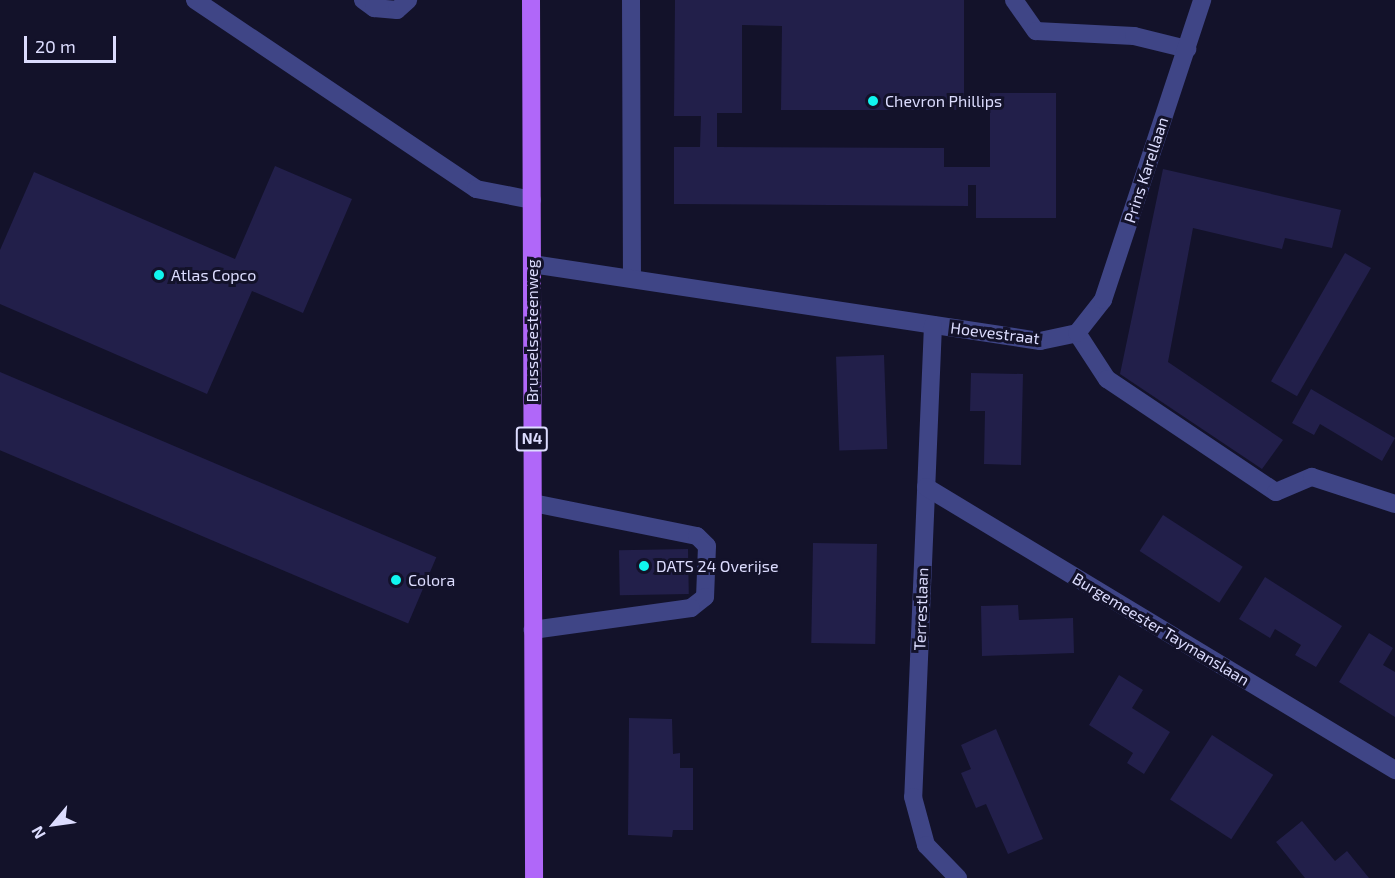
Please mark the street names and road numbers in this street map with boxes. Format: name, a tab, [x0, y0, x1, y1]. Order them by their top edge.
street label: Prins Karellaan	[1120, 115, 1172, 225]
street label: Brusselsesteenweg	[522, 259, 542, 403]
street label: Hoevestraat	[949, 318, 1041, 348]
road number: N4	[516, 427, 548, 451]
street label: Terrestlaan	[910, 567, 932, 651]
street label: Burgemeester Taymanslaan	[1069, 568, 1253, 690]

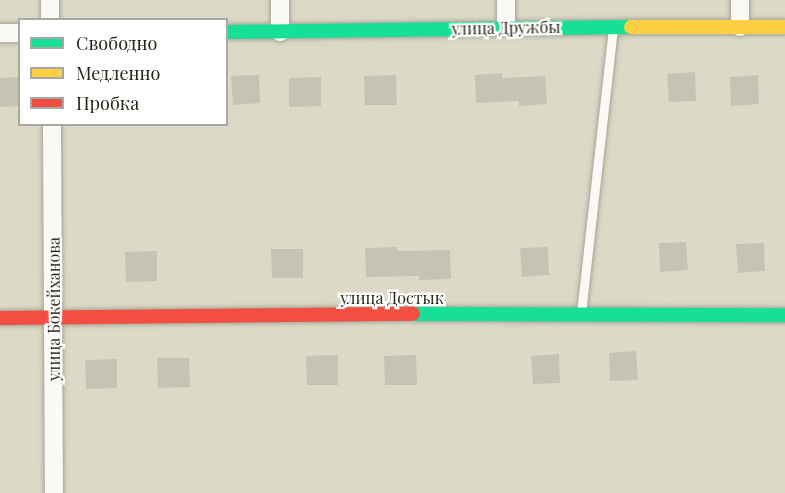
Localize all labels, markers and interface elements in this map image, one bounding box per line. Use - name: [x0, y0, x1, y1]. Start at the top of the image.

= = = = =

• _Work required_:
Give back the whole listing exactly; no pictures.

• _Answer_:
Please mark the street names and road numbers in this street map with boxes. Format: name, a tab, [x0, y0, x1, y1]. Order them by their top edge.
street label: Prins Karellaan	[1120, 115, 1172, 225]
street label: Brusselsesteenweg	[522, 259, 542, 403]
street label: Hoevestraat	[949, 318, 1041, 348]
road number: N4	[516, 427, 548, 451]
street label: Terrestlaan	[910, 567, 932, 651]
street label: Burgemeester Taymanslaan	[1069, 568, 1253, 690]

Localize all labels, markers and interface elements in this map image, one bounding box per line. Use - name: [x0, y0, x1, y1]. Start at the top of the image.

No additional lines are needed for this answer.